LeeBergstrand / BackBLAST_Reciprocal_BLAST

This repository contains a reciprocal BLAST program for filtering down BLAST results to best bidirectional hits. It also contains a toolkit for finding and visualizing BLAST hits for gene clusters within multiple bacterial genomes.
MIT License
14 stars 8 forks source link

Unusual behaviour in BackBLAST.py when run in multiple instances #34

Closed jmtsuji closed 5 years ago

jmtsuji commented 5 years ago

@LeeBergstrand This is a bit of a mystery to me.

Background

BackBLAST.py runs with 1 thread. In the snakemake workflow, I allow the user to run multiple instances of BackBLAST.py at a time (via the snakemake --jobs flag) to perform analyses in parallel.

Problem description

When --jobs is 1 (i.e., 1 process runs at a time), pipeline results match what I'd expect. For example: BackBLAST_heatmap_1thread

This figure is reproducible over multiple runs.

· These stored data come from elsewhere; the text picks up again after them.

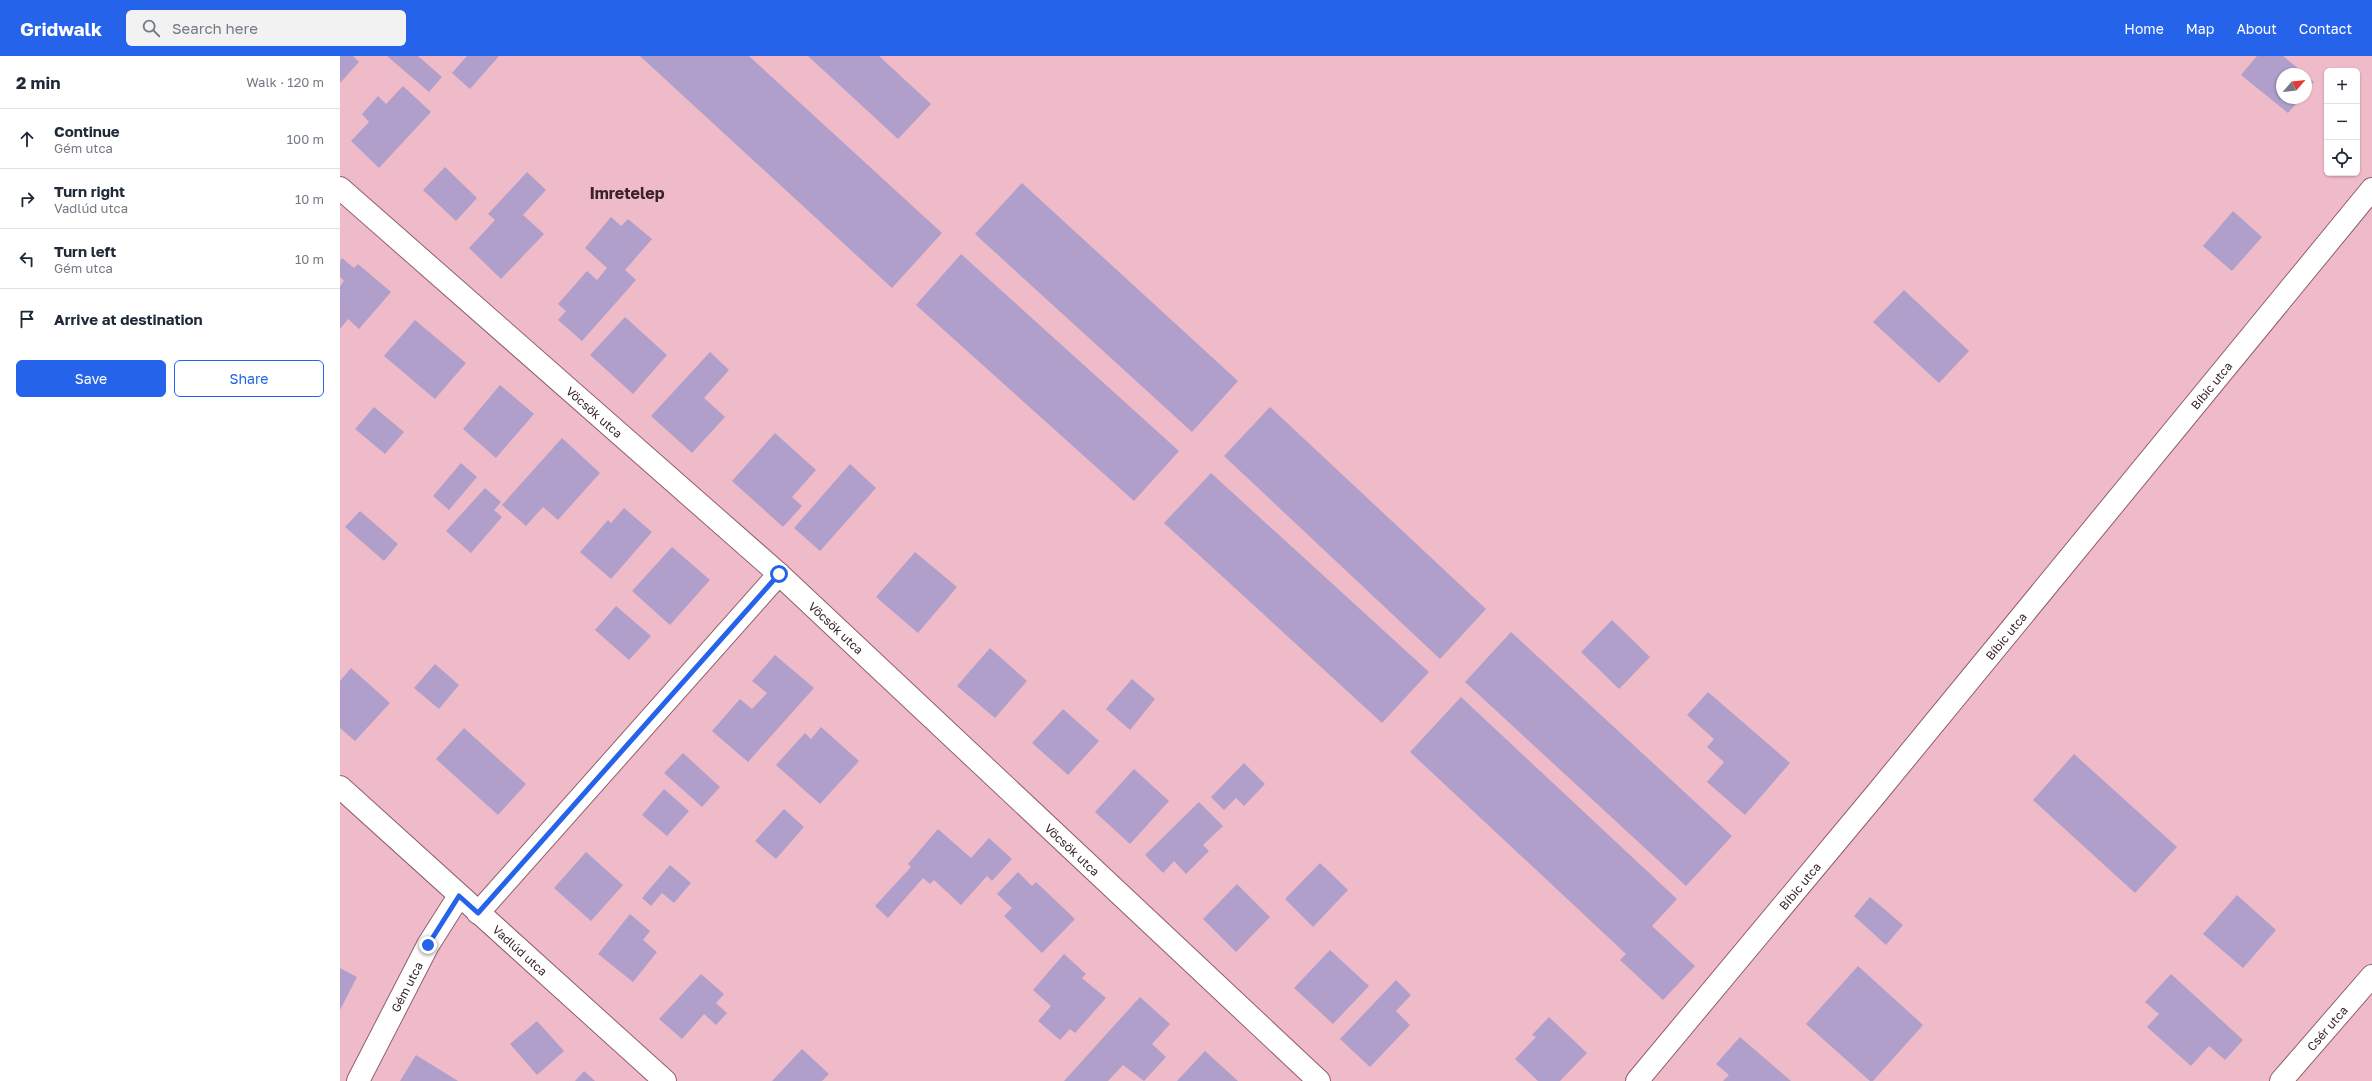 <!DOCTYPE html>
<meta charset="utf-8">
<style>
:root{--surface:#fff;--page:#f2f2f3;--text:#1f2937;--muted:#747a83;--line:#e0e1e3;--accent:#2563eb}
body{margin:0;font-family:"Golos Text",sans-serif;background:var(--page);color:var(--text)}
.controls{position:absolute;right:12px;top:12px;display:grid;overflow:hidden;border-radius:6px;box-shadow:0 1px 3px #0004}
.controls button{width:36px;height:36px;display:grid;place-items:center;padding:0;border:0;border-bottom:1px solid var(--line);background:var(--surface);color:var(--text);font:20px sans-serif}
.compass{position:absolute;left:1936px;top:12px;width:36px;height:36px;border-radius:50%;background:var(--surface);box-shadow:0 1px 3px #0004;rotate:62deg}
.stop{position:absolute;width:12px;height:12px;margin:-9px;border:3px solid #2563eb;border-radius:50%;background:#fff}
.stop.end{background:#2563eb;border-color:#fff;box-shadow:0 1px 4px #0008}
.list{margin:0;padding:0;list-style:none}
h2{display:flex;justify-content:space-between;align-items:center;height:52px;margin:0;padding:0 16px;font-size:17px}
h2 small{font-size:13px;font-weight:400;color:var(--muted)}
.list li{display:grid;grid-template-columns:26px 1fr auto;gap:12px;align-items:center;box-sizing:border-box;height:60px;padding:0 16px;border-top:1px solid var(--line)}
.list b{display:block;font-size:15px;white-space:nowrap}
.list p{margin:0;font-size:13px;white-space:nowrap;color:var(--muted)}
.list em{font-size:13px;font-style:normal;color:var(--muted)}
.actions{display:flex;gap:8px;padding:12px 16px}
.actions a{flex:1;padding:9px 0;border:1px solid var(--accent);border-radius:6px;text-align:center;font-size:14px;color:var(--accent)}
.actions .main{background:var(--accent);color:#fff}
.icon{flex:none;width:22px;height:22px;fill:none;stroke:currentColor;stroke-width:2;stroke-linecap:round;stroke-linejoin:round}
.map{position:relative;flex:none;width:2032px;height:1025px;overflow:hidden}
header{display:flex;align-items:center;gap:24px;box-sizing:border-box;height:56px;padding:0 20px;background:var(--accent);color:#fff}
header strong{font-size:19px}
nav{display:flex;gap:22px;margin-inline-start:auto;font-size:14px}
.search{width:280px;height:36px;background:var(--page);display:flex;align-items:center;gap:10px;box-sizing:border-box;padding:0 14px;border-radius:6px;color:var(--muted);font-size:15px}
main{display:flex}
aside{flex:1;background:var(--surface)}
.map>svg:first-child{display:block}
.building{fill:#af9fca}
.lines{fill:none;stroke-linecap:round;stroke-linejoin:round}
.minor-casing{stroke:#8f606d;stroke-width:24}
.tertiary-casing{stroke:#8f606d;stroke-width:24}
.minor{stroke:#fff;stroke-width:22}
.tertiary{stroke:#fff;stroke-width:22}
.route{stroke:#2563eb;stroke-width:5}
.labels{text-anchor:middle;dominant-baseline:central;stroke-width:3;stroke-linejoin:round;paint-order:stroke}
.street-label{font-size:12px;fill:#372328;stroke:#f0bbc9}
.district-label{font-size:16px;font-weight:bold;fill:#372328;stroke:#f0bbc9}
</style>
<header>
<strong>Gridwalk</strong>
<div class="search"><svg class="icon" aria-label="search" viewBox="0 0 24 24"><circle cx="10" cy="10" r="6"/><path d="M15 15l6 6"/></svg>Search here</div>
<nav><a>Home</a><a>Map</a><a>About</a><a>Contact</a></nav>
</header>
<main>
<aside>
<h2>2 min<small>Walk · 120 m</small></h2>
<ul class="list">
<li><svg class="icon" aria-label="ahead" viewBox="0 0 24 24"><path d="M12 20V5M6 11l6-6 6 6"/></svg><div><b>Continue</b><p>Gém utca</p></div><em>100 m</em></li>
<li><svg class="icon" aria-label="right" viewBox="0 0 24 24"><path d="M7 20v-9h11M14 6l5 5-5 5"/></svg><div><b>Turn right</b><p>Vadlúd utca</p></div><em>10 m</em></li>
<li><svg class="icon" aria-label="left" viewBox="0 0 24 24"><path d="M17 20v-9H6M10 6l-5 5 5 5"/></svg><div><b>Turn left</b><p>Gém utca</p></div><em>10 m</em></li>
<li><svg class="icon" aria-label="arrive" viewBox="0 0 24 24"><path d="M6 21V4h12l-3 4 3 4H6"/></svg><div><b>Arrive at destination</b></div></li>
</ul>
<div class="actions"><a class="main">Save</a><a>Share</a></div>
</aside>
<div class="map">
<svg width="2032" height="1025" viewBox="0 0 2032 1025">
<rect width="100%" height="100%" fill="#f0bbc9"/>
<g class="building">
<path d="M0,0H13L19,6L0,27Z"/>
<path d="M47,0H78L102,21L89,36Z"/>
<path d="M127,0H159L130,33L112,17Z"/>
<path d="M300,0H409L602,177L552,232Z"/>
<path d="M468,0H539L591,48L558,83Z"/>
<path d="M1917,0H1943L1965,18H1942V42H1961L1948,57L1901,19Z"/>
<path d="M1966,19L1974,26L1966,36Z"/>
<path d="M63,30L91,56L39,112L11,85L29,66L22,58L38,40L46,48Z"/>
<path d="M105,111L137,142L116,165L83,134Z"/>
<path d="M187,116L206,134L183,159L204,178L161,223L129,192L155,164L148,158Z"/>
<path d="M682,127L898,325L852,376L635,178Z"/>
<path d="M1893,155L1922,181L1892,215L1863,190Z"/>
<path d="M271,161L281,170L288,163L312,183L285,214L296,224L242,285L218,264L226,255L218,248L247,215L257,224L267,212L245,192Z"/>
<path d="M621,198L839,395L794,445L576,249Z"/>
<path d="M2,202L14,212L18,208L51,236L19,273L8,263L0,273V230L4,225L0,221V205Z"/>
<path d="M1564,234L1629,295L1599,327L1533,266Z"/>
<path d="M285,261L327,299L293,338L250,299Z"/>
<path d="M75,264L126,307L95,343L44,300Z"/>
<path d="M370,296L389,314L364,342L385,361L352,397L311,360Z"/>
<path d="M160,329L194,358L156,402L123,373Z"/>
<path d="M34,351L64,376L45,398L15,373Z"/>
<path d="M930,351L1146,553L1100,603L884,400Z"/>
<path d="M435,377L476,414L452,441L462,450L443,471L392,425Z"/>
<path d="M222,382L260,417L218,464L203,451L186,470L162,449Z"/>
<path d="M121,407L137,421L109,454L93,440Z"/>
<path d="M510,408L536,432L480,495L454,472Z"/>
<path d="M871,417L1089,616L1042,667L824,467Z"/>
<path d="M145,432L161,446L154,454L162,461L131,497L106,475Z"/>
<path d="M284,452L312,476L271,523L240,496L268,464L271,467Z"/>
<path d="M20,455L58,488L44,505L5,471Z"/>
<path d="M332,491L370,524L330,569L292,535Z"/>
<path d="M575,496L617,531L578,577L536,541Z"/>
<path d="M276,550L311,580L289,604L255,574Z"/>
<path d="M1272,564L1310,601L1279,633L1241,596Z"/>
<path d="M1171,576L1392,780L1346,830L1125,626Z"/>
<path d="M650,592L687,625L655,662L617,630Z"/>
<path d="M435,599L474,632L408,706L372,675L400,643L412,653L427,637L412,625Z"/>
<path d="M95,608L119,629L99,653L74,632Z"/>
<path d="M11,612L50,647L15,685L0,672V625Z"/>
<path d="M792,623L815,643L790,674L766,653Z"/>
<path d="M1368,636L1450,707L1405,759L1367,726L1384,706L1367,691L1374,683L1347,659Z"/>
<path d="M1121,641L1337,843L1312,870L1355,910L1323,944L1280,904L1286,898L1070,696Z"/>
<path d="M723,653L759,685L728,719L692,687Z"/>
<path d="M481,671L519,705L480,748L436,709L465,677L471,683Z"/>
<path d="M124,672L186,728L158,759L96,703Z"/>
<path d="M343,697L380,731L362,751L324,717Z"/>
<path d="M1734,698L1837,791L1795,837L1693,744Z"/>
<path d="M904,707L925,728L904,750L896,742L884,754L871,741Z"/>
<path d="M794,713L829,745L790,788L755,756Z"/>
<path d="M324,733L349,755L327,780L302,759Z"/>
<path d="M859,746L883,770L863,789L869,795L846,818L834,805L823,817L805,799Z"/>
<path d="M444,753L464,771L436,803L415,785Z"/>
<path d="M598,773L631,802L649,782L672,803L652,825L647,820L621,849L594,824L590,828L583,822L548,862L535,850L571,811L568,808Z"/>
<path d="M246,796L283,829L251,865L214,832Z"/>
<path d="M980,807L1008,834L973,871L945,843Z"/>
<path d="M330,809L351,827L334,847L322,837L311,850L302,842Z"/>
<path d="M678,816L692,830L696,826L735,863L702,897L664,860L672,852L657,838Z"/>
<path d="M897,828L930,861L896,896L863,863Z"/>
<path d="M1897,839L1936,874L1903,912L1863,878Z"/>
<path d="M1530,841L1563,869L1546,889L1514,860Z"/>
<path d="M290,858L310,875L303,884L317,896L293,926L258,898Z"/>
<path d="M990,894L1029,930L993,968L954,932Z"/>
<path d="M724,898L746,918L742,922L766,942L735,977L730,973L720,984L698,965L711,950L693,934Z"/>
<path d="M1518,910L1583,969L1533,1025H1530L1466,968Z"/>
<path d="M0,912L17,921L0,954Z"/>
<path d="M361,918L384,938L376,947L387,957L376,969L364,958L342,983L319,963Z"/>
<path d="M1831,918L1903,984L1885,1004L1869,990L1851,1010L1807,971L1819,958L1805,946Z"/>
<path d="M1056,924L1071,939L1056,955L1070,969L1030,1011L1000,983Z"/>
<path d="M800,941L830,968L812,988L826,1001L804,1025L783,1009L768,1025H724Z"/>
<path d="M1209,961L1247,997L1220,1025H1198L1175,1003L1196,981L1192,979Z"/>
<path d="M197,965L224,995L197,1019L170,988Z"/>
<path d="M1400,981L1451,1025H1383L1389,1019L1376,1008Z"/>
<path d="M462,993L489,1018L482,1025H432Z"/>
<path d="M865,995L898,1025H837Z"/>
<path d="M76,999L118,1025H60Z"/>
<path d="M244,1015L255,1025H235Z"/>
</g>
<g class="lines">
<defs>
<g id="minor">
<path id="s1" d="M0,132L439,518L979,1025"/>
<path d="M138,857L439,518"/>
<path id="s2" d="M18,1025L88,889L119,840"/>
<path id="s3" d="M1297,1025L1536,738L2032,133"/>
<path id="s4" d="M1941,1025L2032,920"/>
</g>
<g id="tertiary">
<path id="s5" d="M0,731L325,1025"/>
</g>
</defs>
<use href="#minor" class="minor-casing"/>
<use href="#tertiary" class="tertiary-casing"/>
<use href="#minor" class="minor"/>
<use href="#tertiary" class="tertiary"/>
</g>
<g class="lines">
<path class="route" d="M88,889L119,840L138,857L439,518"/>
</g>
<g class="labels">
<g class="street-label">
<text stroke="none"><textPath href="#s3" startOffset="902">Bíbic utca</textPath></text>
<text stroke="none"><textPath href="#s1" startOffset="339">Vöcsök utca</textPath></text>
<text stroke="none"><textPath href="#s1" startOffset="663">Vöcsök utca</textPath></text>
<text stroke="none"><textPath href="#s3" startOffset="578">Bíbic utca</textPath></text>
<text stroke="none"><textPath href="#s1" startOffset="987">Vöcsök utca</textPath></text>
<text stroke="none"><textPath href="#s3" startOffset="254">Bíbic utca</textPath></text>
<text stroke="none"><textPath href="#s5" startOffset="243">Vadlúd utca</textPath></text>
<text stroke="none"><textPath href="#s2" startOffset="106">Gém utca</textPath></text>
<text stroke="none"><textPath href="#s4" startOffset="70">Csér utca</textPath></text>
</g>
<g class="district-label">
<text x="287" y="137">Imretelep</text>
</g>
</g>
</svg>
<div class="controls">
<button>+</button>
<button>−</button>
<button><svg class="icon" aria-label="locate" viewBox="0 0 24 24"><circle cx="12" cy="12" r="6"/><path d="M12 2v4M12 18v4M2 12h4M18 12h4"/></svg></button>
</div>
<svg class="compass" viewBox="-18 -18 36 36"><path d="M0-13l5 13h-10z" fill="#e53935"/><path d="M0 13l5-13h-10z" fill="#747a83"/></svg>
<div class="stop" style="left:439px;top:518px"></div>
<div class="stop end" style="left:88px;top:889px"></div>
</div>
</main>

However, when --jobs is > 1, I get different result each time. Here are three runs with identical settings run with --jobs 4 (i.e., 4 single-threaded processes can run at once): BackBLAST_heatmap_4jobs_run1 BackBLAST_heatmap_4jobs_run2 BackBLAST_heatmap_4jobs_run4

Specifically, it appears that some genomes randomly have empty results from BackBLAST.py. BackBLAST.py successfully ran (i.e., the log file looks fine), but the output file is empty.

Any idea what could be behind this issue (or keywords to look up)? Thanks.

jmtsuji commented 5 years ago

@LeeBergstrand Just had a brainwave. I haven't tested this yet, but it's probably the tempQuery.faa file generated when BackBLAST.py runs. There would be a file collision of two tempQuery.faa files when two simultaneous instances of BackBLAST.py run in the same folder at the same time.

Are you okay if I modify BackBLAST.py so that it adds a random string at the end of the tempQuery.faa filename to avoid the collision?

LeeBergstrand commented 5 years ago

Yes! I agree that’s what I thought it was. That should work.

Sent from my iPhone

On Aug 7, 2019, at 6:55 AM, Jackson M. Tsuji notifications@github.com wrote:

@LeeBergstrand Just had a brainwave. I haven't tested this yet, but it's probably the tempQuery.faa file generated when BackBLAST.py runs. There would be a file collision of two tempQuery.faa files when two simultaneous instances of BackBLAST.py run in the same folder at the same time.

Are you okay if I modify BackBLAST.py so that it adds a random string at the end of the tempQuery.faa filename to avoid the collision?

— You are receiving this because you were mentioned. Reply to this email directly, view it on GitHub, or mute the thread.

LeeBergstrand commented 5 years ago

@jmtsuji You might be able to use one subject file name + temp.faa or something like that as each temp file should be unique to each subject.

jmtsuji commented 5 years ago

@LeeBergstrand PR created that addresses this issue. I used a thread identifier to make each temp filename unique. I worry that the subject file name might still result in a collision one day (e.g., if we eventually add support for multiple query files). The temp filename is specified in the logfile so that it can be traced to a specific run during debugging, if needed.

jmtsuji commented 5 years ago

P.S. I've tested this fix, and it solves the problem. Now getting reproducible results!